PROBLEM TO SOLVE: Of all the entries below, only the lines from the one with "c.textBaseline = 'middle';" up to and including the one with "[76,3,347,3,215,131]" are to be duplicated exactly.

INFORMATION PROVIDED:

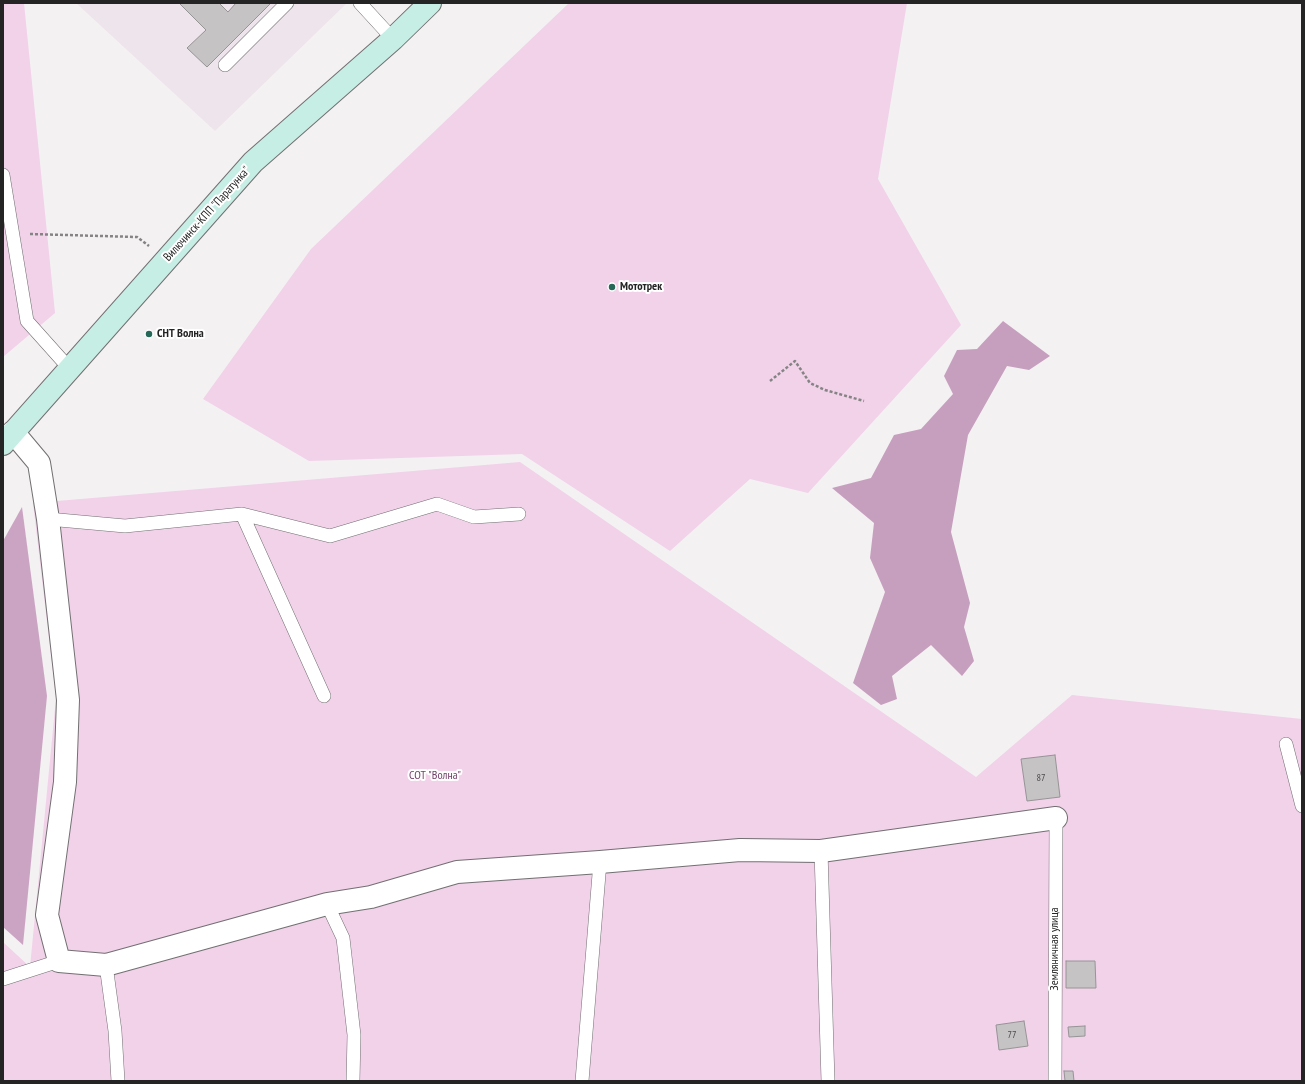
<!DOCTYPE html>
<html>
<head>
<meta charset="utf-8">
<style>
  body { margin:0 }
  #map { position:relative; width:1305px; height:1084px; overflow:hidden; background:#f4f1f3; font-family:"PT Sans Narrow",sans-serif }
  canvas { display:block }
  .frame { position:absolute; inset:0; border:4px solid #252424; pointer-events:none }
</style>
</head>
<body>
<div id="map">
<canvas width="1305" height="1084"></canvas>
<div class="frame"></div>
</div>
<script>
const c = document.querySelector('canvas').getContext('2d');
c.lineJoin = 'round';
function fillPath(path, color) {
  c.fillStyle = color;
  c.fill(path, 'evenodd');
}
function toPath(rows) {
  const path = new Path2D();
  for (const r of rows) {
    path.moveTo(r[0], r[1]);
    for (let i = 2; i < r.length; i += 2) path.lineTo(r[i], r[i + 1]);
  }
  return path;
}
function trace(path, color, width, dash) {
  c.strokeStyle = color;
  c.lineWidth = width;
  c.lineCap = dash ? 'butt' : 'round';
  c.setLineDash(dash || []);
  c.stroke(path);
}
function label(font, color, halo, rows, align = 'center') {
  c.font = font + ' "PT Sans Narrow",sans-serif';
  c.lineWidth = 4;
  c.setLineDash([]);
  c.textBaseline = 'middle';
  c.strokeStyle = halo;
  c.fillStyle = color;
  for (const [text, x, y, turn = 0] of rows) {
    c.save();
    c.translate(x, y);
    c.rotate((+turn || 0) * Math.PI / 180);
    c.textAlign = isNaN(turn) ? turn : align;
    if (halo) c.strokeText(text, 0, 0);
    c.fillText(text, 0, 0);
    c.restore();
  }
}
fillPath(toPath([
  [76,3,347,3,215,131]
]), '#eee4eb');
fillPath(toPath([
  [3,3,24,3,55,313,3,357],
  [569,3,907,3,878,179,961,325,808,493,750,479,670,551,522,454,309,461,203,399,311,249],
  [520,462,976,777,1072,695,1302,719,1302,1081,3,1081,3,942,30,967,56,698,33,503]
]), '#f1d2e9');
fillPath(toPath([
  [22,507,47,696,23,945,3,927,3,541]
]), '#cca4c3');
fillPath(toPath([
  [1003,321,1050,356,1029,370,1007,366,968,435,951,532,970,603,964,627,974,661,962,676,931,645,892,676,897,699,881,705,853,683,885,592,870,558,874,523,832,488,871,478,894,435,921,429,953,394,944,376,957,350,977,349]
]), '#c79fbe');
const building = toPath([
  [179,3,219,3,228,12,236,3,271,3,207,67,187,48,206,30,179,3],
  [1055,755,1060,797,1027,801,1021,759,1055,755],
  [1066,961,1095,961,1096,988,1066,988,1066,961],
  [1024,1021,1028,1046,999,1050,996,1025,1024,1021],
  [1085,1026,1085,1036,1069,1037,1068,1027,1085,1026],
  [1064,1071,1073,1071,1074,1081,1065,1081,1064,1071]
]);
fillPath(building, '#c6c3c5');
trace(building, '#979496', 1);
const service = toPath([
  [360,3,393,39],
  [225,65,287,3],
  [3,175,27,321,69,368],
  [242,514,324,696],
  [48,519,125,526,242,514,330,536,437,504,474,517,519,514],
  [1286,744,1302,806],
  [821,851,828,1081],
  [327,904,343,938,354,1035,353,1081],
  [106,965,115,1031,118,1081],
  [3,979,59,961],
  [582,1081,600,862],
  [1055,1081,1056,818]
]);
const minor = toPath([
  [13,432,39,463,48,519,68,700,65,782,47,915,59,961,106,965,327,904,371,897,457,872,600,862,740,850,821,851,1056,818]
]);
const secondary = toPath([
  [3,444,253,162,393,39,430,3]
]);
trace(service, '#726f71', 14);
trace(minor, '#726f71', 24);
trace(secondary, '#726f71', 24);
trace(toPath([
  [30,234,137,237,149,246],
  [770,381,795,361,810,383,825,390,864,401]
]), '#858484', 2.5, [3, 2]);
trace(service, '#fff', 13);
trace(minor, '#fff', 22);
trace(secondary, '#c7eee5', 22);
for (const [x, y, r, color] of [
  [612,287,4,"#266858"],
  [149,334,4,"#266858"]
]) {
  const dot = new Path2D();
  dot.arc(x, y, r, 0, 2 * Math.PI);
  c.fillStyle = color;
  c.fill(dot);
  trace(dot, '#fff', 1.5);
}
label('10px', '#4d4c4c', null, [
  ["87",1041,778],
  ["77",1012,1035]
]);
label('12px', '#252424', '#fff', [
  ["Вилючинск-КПП \"Паратунка\"",207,214,-48],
  ["Земляничная улица",1055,949,-90]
]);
label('bold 12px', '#252424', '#fff', [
  ["Мототрек",620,287],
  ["СНТ Волна",157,334]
], 'left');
label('12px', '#723e68', '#fff', [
  ["СОТ \"Волна\"",435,776]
]);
</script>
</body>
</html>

EXERCISE SOLUTION:
  c.textBaseline = 'middle';
  c.strokeStyle = halo;
  c.fillStyle = color;
  for (const [text, x, y, turn = 0] of rows) {
    c.save();
    c.translate(x, y);
    c.rotate((+turn || 0) * Math.PI / 180);
    c.textAlign = isNaN(turn) ? turn : align;
    if (halo) c.strokeText(text, 0, 0);
    c.fillText(text, 0, 0);
    c.restore();
  }
}
fillPath(toPath([
  [76,3,347,3,215,131]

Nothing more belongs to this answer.